• PROMPT
All pictures should be dropped, and only the lines from the top of the entries below through the line containing "0,100% 100%,50% 72%,0" repeated exactly, both ends included.

START SOURCE MATERIAL

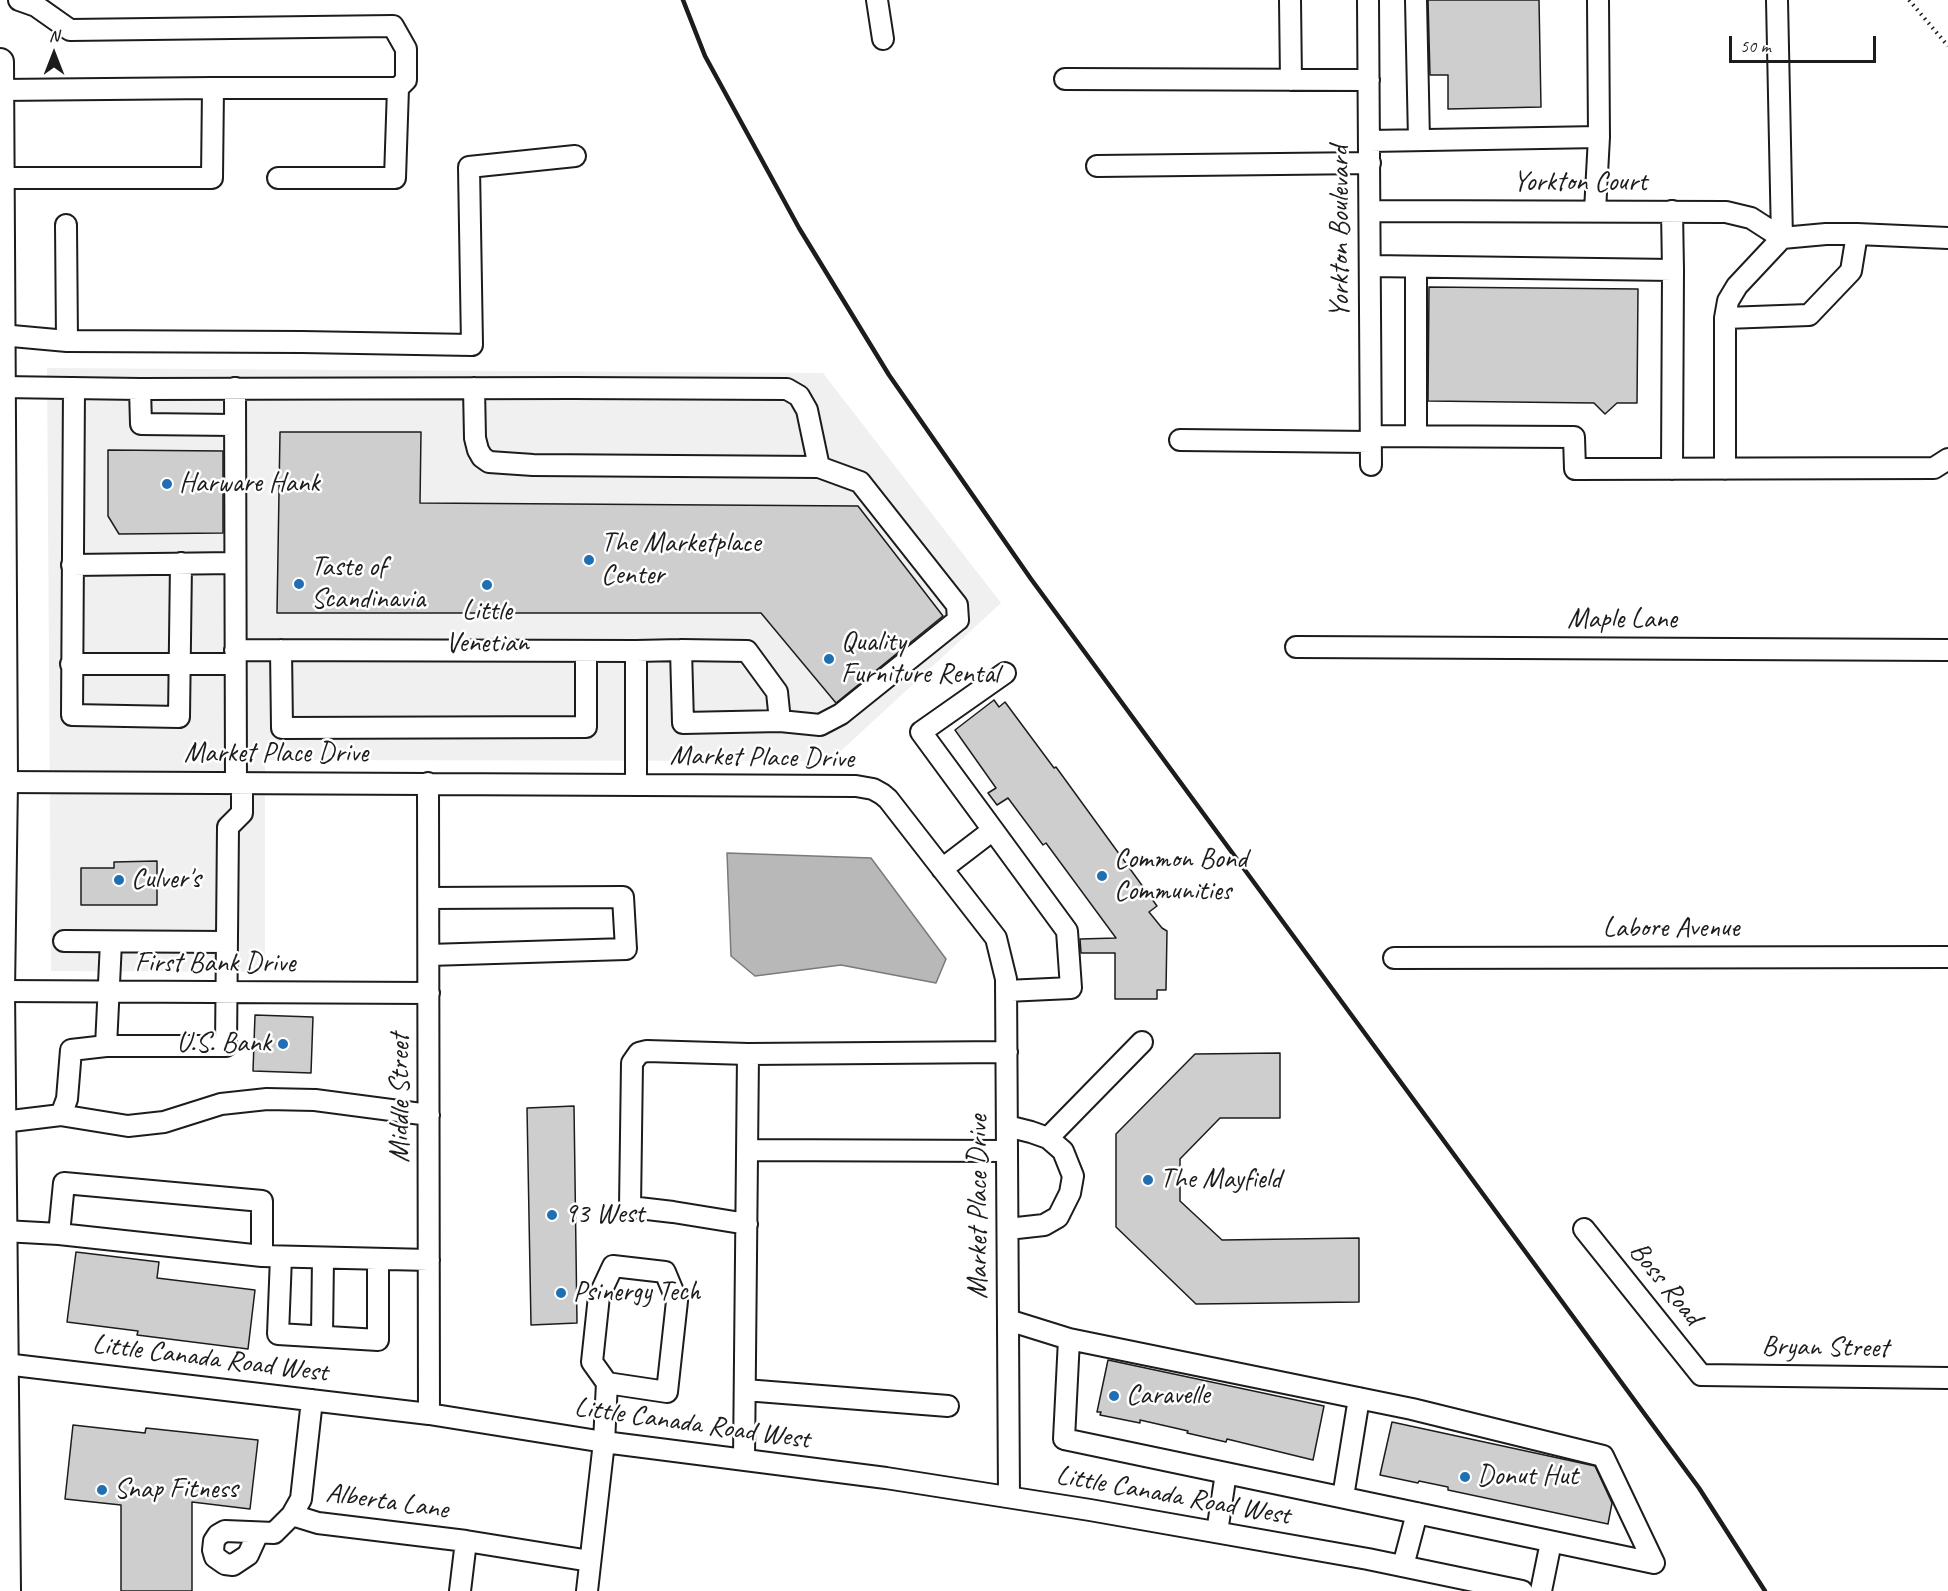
<!DOCTYPE html>
<style>
body{margin:0}
#map{position:relative;width:1948px;height:1591px;overflow:hidden;background:#fff;font-family:Caveat,sans-serif}
canvas{display:block}
.north{position:absolute;left:24px;top:24px;width:60px;height:60px;-webkit-text-stroke:4px #fff;paint-order:stroke;rotate:0deg;font-size:16px;font-weight:700;line-height:24px;text-align:center;color:#1c1c1c}
.north::after{content:'';display:block;margin:auto;width:21px;height:27px;background:#1c1c1c;clip-path:polygon(50% 0,100% 100%,50% 72%,0 100%)}
.scale{position:absolute;left:1729px;top:36px;width:147px;height:27px;box-sizing:border-box;border:3px solid #1c1c1c;border-top:0;padding-left:8px;font-size:18px;line-height:21px;white-space:nowrap;color:#1c1c1c;-webkit-text-stroke:4px #fff;paint-order:stroke}
</style>
<div id="map">
<canvas width="1948" height="1591"></canvas>
<div class="north">N</div>
<div class="scale">50 m</div>
</div>
<script>
const c = document.querySelector('canvas').getContext('2d');
c.lineJoin = 'round';
function fillPath(path, color) {
  c.fillStyle = color;
  c.fill(path, 'evenodd');
}
function toPath(rows) {
  const path = new Path2D();
  for (const r of rows) {
    path.moveTo(r[0], r[1]);
    for (let i = 2; i < r.length; i += 2) path.lineTo(r[i], r[i + 1]);
  }
  return path;
}
function strokePath(path, color, width, dash) {
  c.strokeStyle = color;
  c.lineWidth = width;
  c.lineCap = dash ? 'butt' : 'round';
  c.setLineDash(dash || []);
  c.stroke(path);
}
function label(font, color, halo, rows, align = 'center') {
  c.font = font + ' Caveat,sans-serif';
  c.lineWidth = 5;
  c.setLineDash([]);
  c.textBaseline = 'middle';
  c.strokeStyle = halo;
  c.fillStyle = color;
  for (const [text, x, y, turn = 0] of rows) {
    c.save();
    c.translate(x, y);
    c.rotate((+turn || 0) * Math.PI / 180);
    c.textAlign = isNaN(turn) ? turn : align;
    if (halo) c.strokeText(text, 0, 0);
    c.fillText(text, 0, 0);
    c.restore();
  }
}
fillPath(toPath([
 [47,368,823,373,1001,603,830,761,265,760,265,972,51,971]
]), '#f0f0f0');
const water = toPath([
 [727,853,871,858,946,959,936,983,841,965,755,976,731,956,727,853]
]);
fillPath(water, '#b8b8b8');
strokePath(water, '#7a7a7a', 1.5);
const building = toPath([
 [1428,0,1539,0,1541,107,1448,109,1448,75,1430,75,1428,0],
 [1429,287,1638,289,1637,403,1617,403,1605,414,1594,403,1428,401,1429,287],
 [280,432,421,432,420,503,858,506,943,616,836,703,761,613,277,613,280,432],
 [108,450,223,451,223,533,119,534,108,516,108,450],
 [994,700,999,707,1005,702,1054,768,1056,767,1157,906,1149,912,1162,928,1167,931,1166,990,1157,990,1157,999,1115,999,1115,953,1081,953,1080,939,1116,938,1046,843,1043,845,1008,798,997,805,988,793,996,788,955,730,994,700],
 [157,861,157,905,81,905,81,868,114,868,114,862,157,861],
 [255,1015,313,1017,311,1073,253,1071,255,1015],
 [1280,1053,1280,1118,1220,1118,1180,1159,1180,1201,1222,1240,1359,1238,1359,1302,1196,1304,1116,1227,1116,1134,1195,1054,1280,1053],
 [574,1106,577,1323,531,1325,527,1108,574,1106],
 [76,1252,159,1262,157,1278,255,1290,248,1349,137,1335,138,1331,67,1322,76,1252],
 [1108,1360,1324,1406,1313,1460,1227,1439,1226,1442,1187,1433,1188,1431,1140,1420,1140,1423,1100,1415,1101,1412,1097,1412,1108,1360],
 [1392,1422,1595,1466,1612,1503,1608,1524,1448,1490,1448,1487,1419,1481,1418,1483,1380,1475,1392,1422],
 [73,1425,145,1433,146,1428,258,1440,250,1509,192,1502,192,1591,121,1591,121,1505,65,1499,73,1425]
]);
fillPath(building, '#cecece');
strokePath(building, '#1c1c1c', 1.5);
const minor = toPath([
 [19,0,36,6,70,30,393,26,406,49,406,80,398,88,213,88],
 [877,0,883,39],
 [1290,0,1291,80],
 [1368,0,1371,465],
 [1416,0,1419,140],
 [1777,0,1782,238],
 [1065,79,1369,80],
 [0,90,213,88,212,178,1,178],
 [1370,141,1599,137],
 [1097,166,1370,163],
 [278,178,395,178,398,88],
 [1370,211,1726,212,1751,218,1782,238],
 [1595,211,1599,137,1598,0],
 [1672,211,1673,270],
 [66,225,67,341],
 [1370,266,1673,270,1672,469],
 [1416,267,1416,436],
 [1725,318,1728,301,1737,286,1782,238,1826,234,1857,234],
 [1,335,67,341,302,342,472,345,469,167,575,156],
 [2,387,140,389,572,388,787,389,799,396,807,410,819,467],
 [74,388,72,715,179,717,181,563],
 [235,388,236,783],
 [474,388,475,438,478,450,482,457,489,462,533,465,819,467,860,482,957,605,958,620,841,714,820,725,780,721],
 [140,389,141,424,234,425],
 [1371,436,1574,437,1575,469,1934,468,1948,459],
 [1180,440,1371,442],
 [1725,469,1725,318,1809,315,1851,271,1857,234,1948,238],
 [72,565,235,563],
 [1296,647,1948,650],
 [235,650,636,651,636,784],
 [281,650,282,728,586,727,586,651],
 [636,651,681,650,747,651,777,692,780,721,683,723,681,650],
 [71,664,235,664],
 [0,782,856,786,873,789,882,794,888,799,996,938,1006,979,1009,1497],
 [428,783,429,1414],
 [993,830,1067,931,1071,988,1006,991],
 [942,869,993,830,921,732,1005,673],
 [429,898,623,897,626,949,429,955],
 [64,941,226,942],
 [1394,958,1948,957],
 [1,991,429,993],
 [106,1046,111,942],
 [60,1115,128,1126,164,1122,221,1104,267,1099,315,1100,429,1115],
 [3,1122,61,1115,67,1099,71,1050,106,1046,226,1046,228,827,242,813,242,783],
 [1007,1126,1031,1132,1048,1138,1063,1151,1073,1176,1070,1193,1058,1217,1044,1225,1008,1229],
 [1048,1138,1142,1042],
 [748,1150,1007,1151],
 [747,1224,673,1212,630,1207,632,1063,639,1053,647,1051,748,1054],
 [1584,1229,1701,1375,1948,1378],
 [4,1231,59,1234,64,1183,262,1201,262,1256,429,1260],
 [59,1234,262,1256],
 [281,1257,278,1334,378,1340,378,1260],
 [1008,1320,1069,1339,1064,1439,1226,1473,1217,1532],
 [322,1336,323,1258],
 [1069,1339,1412,1409,1603,1456,1654,1563,1226,1473],
 [5,1364,429,1414,604,1442,886,1478,1090,1510,1368,1559,1522,1591],
 [745,1390,948,1406],
 [744,1460,748,1054,1007,1052],
 [1343,1497,1359,1398],
 [292,1515,318,1523,466,1541,590,1561],
 [258,1533,248,1555,233,1565,225,1564,215,1557,213,1550,214,1541,218,1535,225,1531,274,1533,292,1515,301,1499,312,1400],
 [1403,1566,1417,1513],
 [460,1591,466,1541],
 [587,1591,604,1442,607,1383,667,1392,677,1301,665,1272,613,1266,599,1296,592,1362,607,1383],
 [1541,1591,1551,1542]
]);
const major = toPath([
 [0,62,4,782,1,991,7,1591]
]);
strokePath(minor, '#1c1c1c', 24);
strokePath(major, '#1c1c1c', 30);
strokePath(toPath([
 [1909,0,1948,46]
]), '#1c1c1c', 4, [1.5, 4.5]);
strokePath(minor, '#fff', 20);
strokePath(major, '#fff', 26);
strokePath(toPath([
 [683,0,705,56,799,228,889,375,1031,579,1699,1488,1765,1591]
]), '#1c1c1c', 4.5);
for (const [x, y, r, color] of [
 [167,484,6,"#1f6fb2"],
 [589,560,6,"#1f6fb2"],
 [299,584,6,"#1f6fb2"],
 [487,585,6,"#1f6fb2"],
 [829,659,6,"#1f6fb2"],
 [1102,876,6,"#1f6fb2"],
 [119,880,6,"#1f6fb2"],
 [283,1044,6,"#1f6fb2"],
 [1148,1180,6,"#1f6fb2"],
 [552,1215,6,"#1f6fb2"],
 [561,1293,6,"#1f6fb2"],
 [1114,1396,6,"#1f6fb2"],
 [1465,1477,6,"#1f6fb2"],
 [102,1490,6,"#1f6fb2"]
]) {
  const dot = new Path2D();
  dot.arc(x, y, r, 0, 2 * Math.PI);
  c.fillStyle = color;
  c.fill(dot);
  strokePath(dot, '#fff', 2);
}
label('28px', '#1c1c1c', '#fff', [
 ["Yorkton Court",1580,183],
 ["Yorkton Boulevard",1341,232,-90],
 ["Maple Lane",1622,620],
 ["Market Place Drive",276,754],
 ["Market Place Drive",762,758,1],
 ["Labore Avenue",1671,929],
 ["First Bank Drive",215,964],
 ["Middle Street",401,1098,-90],
 ["Market Place Drive",979,1207,-90],
 ["Boss Road",1665,1284,51],
 ["Bryan Street",1825,1348,1],
 ["Little Canada Road West",210,1359,7],
 ["Little Canada Road West",692,1424,8],
 ["Little Canada Road West",1173,1496,10],
 ["Alberta Lane",387,1502,8]
]);
label('28px', '#1c1c1c', '#fff', [
 ["Harware Hank",179,484],
 ["The Marketplace",601,544],
 ["Center",601,576],
 ["Taste of",311,568],
 ["Scandinavia",311,600],
 ["Little",487,612,"center"],
 ["Venetian",487,644,"center"],
 ["Quality",841,643],
 ["Furniture Rental",841,675],
 ["Common Bond",1114,860],
 ["Communities",1114,892],
 ["Culver's",131,880],
 ["U.S. Bank",271,1044,"right"],
 ["The Mayfield",1160,1180],
 ["93 West",564,1215],
 ["Psinergy Tech",573,1293],
 ["Caravelle",1126,1396],
 ["Donut Hut",1477,1477],
 ["Snap Fitness",114,1490]
], 'left');
</script>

END SOURCE MATERIAL

• RESULT OF THIS TASK
<!DOCTYPE html>
<style>
body{margin:0}
#map{position:relative;width:1948px;height:1591px;overflow:hidden;background:#fff;font-family:Caveat,sans-serif}
canvas{display:block}
.north{position:absolute;left:24px;top:24px;width:60px;height:60px;-webkit-text-stroke:4px #fff;paint-order:stroke;rotate:0deg;font-size:16px;font-weight:700;line-height:24px;text-align:center;color:#1c1c1c}
.north::after{content:'';display:block;margin:auto;width:21px;height:27px;background:#1c1c1c;clip-path:polygon(50% 0,100% 100%,50% 72%,0 100%)}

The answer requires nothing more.